One of the important reasons for the large dissimilarities among samples in 1983 was because the El Niño caused a massive coral bleaching event, and many of the corals died. Those that remained were very patchy, were generally not the same species in different transects and had small cover values. A quick scan of the data file reveals the large number of zeros recorded in 1983; none of the coral species achieved percentage cover values above 4%. The sparse data in 1983 therefore yielded many Bray-Curtis similarities of zero (dissimilarities of 100%) among samples⁵⁵.

⁵⁵ Clarke, Somerfield & Chapman (2006) have discussed the potentially erratic behaviour and lack of discrimination of the Bray-Curtis measure for sparse data such as these, proposing an adjustment which consists of adding a “dummy” species (present everywhere) into the dataset. They show that, for these coral data, the adjustment does have the effect of stabilising the dispersion across years and optimising the year-to-year separation.

2.8 Choice of measure

An extremely important point is that the test of dispersion is going to be critically affected by the transformation, standardisation and resemblance measure used as the basis of the analysis. It is pretty well appreciated by most practitioners that transforming the data has important effects on relative dispersions. Consider the fact that one of the common remedies to heterogeneity of variances in the analysis of univariate data is indeed to perform an appropriate transformation (e.g., Box & Cox (1964) ). Such a transformation is (usually) designed explicitly to make the data more normally distributed (less skewed), to remove intrinsic mean-variance relationships (if any), and to render the variances essentially homogeneous among groups. Although the consequences of the use of transformations on resulting inferences is rarely articulated explicitly ( McArdle & Anderson (2004) ), such an approach has merit and is widely used in univariate analyses. Thus, it is not at all difficult to understand that transformations will also affect relative dispersions in multivariate space.
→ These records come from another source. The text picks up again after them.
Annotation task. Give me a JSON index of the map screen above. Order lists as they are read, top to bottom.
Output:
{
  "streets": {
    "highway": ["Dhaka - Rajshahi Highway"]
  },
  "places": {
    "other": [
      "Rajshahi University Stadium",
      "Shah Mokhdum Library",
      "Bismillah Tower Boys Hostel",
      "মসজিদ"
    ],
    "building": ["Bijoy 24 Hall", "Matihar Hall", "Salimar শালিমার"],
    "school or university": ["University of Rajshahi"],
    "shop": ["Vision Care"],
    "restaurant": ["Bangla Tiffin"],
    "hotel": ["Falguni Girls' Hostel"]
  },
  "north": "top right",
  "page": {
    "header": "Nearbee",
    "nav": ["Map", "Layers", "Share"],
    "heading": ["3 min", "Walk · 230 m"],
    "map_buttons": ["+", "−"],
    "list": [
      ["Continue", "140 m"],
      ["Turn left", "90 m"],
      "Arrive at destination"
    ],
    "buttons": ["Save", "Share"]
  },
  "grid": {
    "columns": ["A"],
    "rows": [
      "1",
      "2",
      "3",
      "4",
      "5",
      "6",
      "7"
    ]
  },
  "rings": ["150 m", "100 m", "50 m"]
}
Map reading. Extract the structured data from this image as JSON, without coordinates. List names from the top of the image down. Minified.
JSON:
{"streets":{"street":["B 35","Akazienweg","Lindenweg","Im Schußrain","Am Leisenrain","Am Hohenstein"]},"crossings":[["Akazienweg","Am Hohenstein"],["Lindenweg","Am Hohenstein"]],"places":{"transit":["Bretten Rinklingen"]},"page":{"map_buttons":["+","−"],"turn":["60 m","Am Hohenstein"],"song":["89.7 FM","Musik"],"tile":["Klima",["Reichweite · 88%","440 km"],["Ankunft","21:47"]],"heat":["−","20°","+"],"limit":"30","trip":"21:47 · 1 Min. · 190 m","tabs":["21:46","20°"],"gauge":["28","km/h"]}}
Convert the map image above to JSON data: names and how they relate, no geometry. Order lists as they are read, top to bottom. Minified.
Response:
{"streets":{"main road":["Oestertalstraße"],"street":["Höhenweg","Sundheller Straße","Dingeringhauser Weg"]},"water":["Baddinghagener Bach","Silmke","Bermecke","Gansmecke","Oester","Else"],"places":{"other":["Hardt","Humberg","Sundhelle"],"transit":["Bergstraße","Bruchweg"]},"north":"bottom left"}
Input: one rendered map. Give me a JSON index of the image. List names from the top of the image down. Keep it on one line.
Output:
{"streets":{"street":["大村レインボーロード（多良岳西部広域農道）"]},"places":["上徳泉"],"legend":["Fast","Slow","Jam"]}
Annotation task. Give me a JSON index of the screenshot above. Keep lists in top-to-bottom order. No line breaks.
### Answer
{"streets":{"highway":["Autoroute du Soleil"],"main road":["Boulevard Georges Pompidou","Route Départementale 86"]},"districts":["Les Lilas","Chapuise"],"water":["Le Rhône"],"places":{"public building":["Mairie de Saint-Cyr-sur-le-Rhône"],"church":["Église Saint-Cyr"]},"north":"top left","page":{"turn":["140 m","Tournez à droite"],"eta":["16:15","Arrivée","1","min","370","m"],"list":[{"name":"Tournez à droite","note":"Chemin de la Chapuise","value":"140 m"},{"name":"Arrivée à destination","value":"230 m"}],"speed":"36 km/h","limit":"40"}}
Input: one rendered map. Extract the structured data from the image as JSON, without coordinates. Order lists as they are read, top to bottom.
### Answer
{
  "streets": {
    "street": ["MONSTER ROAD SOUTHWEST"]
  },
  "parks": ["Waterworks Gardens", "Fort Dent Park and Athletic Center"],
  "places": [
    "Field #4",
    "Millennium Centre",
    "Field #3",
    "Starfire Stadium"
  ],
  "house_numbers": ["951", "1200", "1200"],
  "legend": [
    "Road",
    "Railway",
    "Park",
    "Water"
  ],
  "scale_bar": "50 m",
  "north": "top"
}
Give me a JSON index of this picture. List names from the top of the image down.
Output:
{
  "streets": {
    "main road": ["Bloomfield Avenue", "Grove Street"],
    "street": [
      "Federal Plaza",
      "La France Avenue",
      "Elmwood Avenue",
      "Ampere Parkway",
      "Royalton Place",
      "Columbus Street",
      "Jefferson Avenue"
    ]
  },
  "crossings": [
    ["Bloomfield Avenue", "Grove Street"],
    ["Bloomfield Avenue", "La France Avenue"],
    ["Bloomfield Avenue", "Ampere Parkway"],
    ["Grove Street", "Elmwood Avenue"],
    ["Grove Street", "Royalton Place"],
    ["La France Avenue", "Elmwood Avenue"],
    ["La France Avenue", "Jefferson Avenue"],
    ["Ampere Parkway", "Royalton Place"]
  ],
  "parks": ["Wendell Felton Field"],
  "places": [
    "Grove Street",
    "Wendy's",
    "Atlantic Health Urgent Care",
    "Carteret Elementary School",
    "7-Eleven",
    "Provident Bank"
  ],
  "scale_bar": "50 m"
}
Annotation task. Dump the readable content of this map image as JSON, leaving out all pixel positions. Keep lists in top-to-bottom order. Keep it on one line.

Much less well appreciated is the extent to which the choice of resemblance measure can affect perceived patterns and results regarding relative dispersions among groups. For example, consider the analysis of the percentage cover data on corals from South Tikus Island. The Bray-Curtis measure is known to display erratic behaviour for sparse data such as these ( Clarke, Somerfield & Chapman (2006) ). We might consider an analysis of the same dataset using some other measure, such as a Euclidean or Manhattan distance on log(x+1)-transformed cover values. Such an approach could be considered reasonable on the grounds that the transformation will appropriately reduce the effects of large cover values, and a measure such as the Manhattan distance does not exclude joint absence information. In the present context, the joint absences of coral species (having been killed by bleaching) might indeed be considered to indicate similarity between samples. An MDS of the samples on the basis of the Manhattan measure on log(x+1)-transformed values shows a dramatically different pattern to what was shown using the Bray-Curtis measure (cf. Fig. 2.7 with Fig. 2.5). The points corresponding to samples from 1983 form a very tight cluster, samples from 1985 are a bit more dispersed, and the dispersion among samples from 1981 are much more dispersed (Fig. 2.7). The results of the PERMDISP analysis indicate that these differences in relative within-group dispersions among the groups (1981 > 1985 > 1983) are all highly statistically significant (see Fig. 2.6 above).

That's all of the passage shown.